There is a non-profit agency here, Kéroul, to promote travel for people with disabilities and the adaptation of existing hotels, restaurants and tourist destinations. It was founded back in 1979.
https://www.keroul.qc.ca/ and in English, but may not contain all French content: https://www.keroul.qc.ca/en/home.html of course you can ask any questions.
As you can see on the English-language site, in October of this year the Destinations for All summit will be in Montréal this year, in October.
My brother has Cerebral Palsy and is wheelchair bound.

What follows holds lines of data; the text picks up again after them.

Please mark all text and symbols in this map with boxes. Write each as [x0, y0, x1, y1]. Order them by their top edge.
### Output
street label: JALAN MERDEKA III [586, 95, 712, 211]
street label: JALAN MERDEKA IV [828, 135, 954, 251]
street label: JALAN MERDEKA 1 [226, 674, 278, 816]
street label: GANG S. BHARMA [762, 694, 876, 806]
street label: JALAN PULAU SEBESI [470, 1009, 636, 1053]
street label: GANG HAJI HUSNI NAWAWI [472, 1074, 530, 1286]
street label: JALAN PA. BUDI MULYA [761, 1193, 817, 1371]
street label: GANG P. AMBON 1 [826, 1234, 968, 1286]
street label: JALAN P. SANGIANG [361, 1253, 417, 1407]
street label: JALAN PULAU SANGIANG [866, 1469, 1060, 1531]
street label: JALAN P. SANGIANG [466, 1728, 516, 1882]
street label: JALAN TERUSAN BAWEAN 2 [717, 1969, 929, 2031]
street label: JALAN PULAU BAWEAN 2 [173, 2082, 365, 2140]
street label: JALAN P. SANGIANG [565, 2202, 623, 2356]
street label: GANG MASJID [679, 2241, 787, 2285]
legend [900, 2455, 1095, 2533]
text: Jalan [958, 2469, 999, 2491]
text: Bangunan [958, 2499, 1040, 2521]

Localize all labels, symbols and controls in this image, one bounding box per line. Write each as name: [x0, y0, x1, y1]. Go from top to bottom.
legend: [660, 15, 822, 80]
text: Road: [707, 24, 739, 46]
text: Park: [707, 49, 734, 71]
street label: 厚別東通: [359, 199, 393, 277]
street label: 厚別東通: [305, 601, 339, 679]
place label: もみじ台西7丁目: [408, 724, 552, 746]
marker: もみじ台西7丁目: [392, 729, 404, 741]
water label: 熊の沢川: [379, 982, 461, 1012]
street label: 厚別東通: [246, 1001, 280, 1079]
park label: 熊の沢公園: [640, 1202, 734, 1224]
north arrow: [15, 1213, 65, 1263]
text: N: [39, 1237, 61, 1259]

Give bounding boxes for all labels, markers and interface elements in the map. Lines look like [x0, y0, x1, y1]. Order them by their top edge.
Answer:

He holidayed on the Gold coast last year with friends. Hired a little car with a hoist and researched and found some great accommodation.
He and his friends had a ball.
Very wheelchair friendly city 🙂
Nice article and very nice to see this topic treated! The availability of the internet has made such a difference here, you can really research ahead of time much more easily and thoroughly.
re: invisible disabilities. Danielle, i have neuropathy and all i can say is ‘from your mouth to god’s ears’. I had to use a cane for a couple of years, even then people were largely oblivious and obnoxious.
At the same time, I do have to say i met a number of very kind and considerate people who made my day! In my own travels, some of my best times have come from talking to and helping out other people on the road. Politeness and thoughtfulness always take first place in my suitcase 🙂
Bon Voyage All!! steph
Alicia I wasn’t aware of “passenger support specialists” at all. Next year my husband and I will be doing a long haul: Australia to Canada and, whilst he’s a reasonably active and fairly mobile 60, he does have severe arthritis especially in the hips and knees. We naively assumed he had to grit his teeth and bear it on the flight but perhaps we can get some assistance or advice to ease his way. Thank you.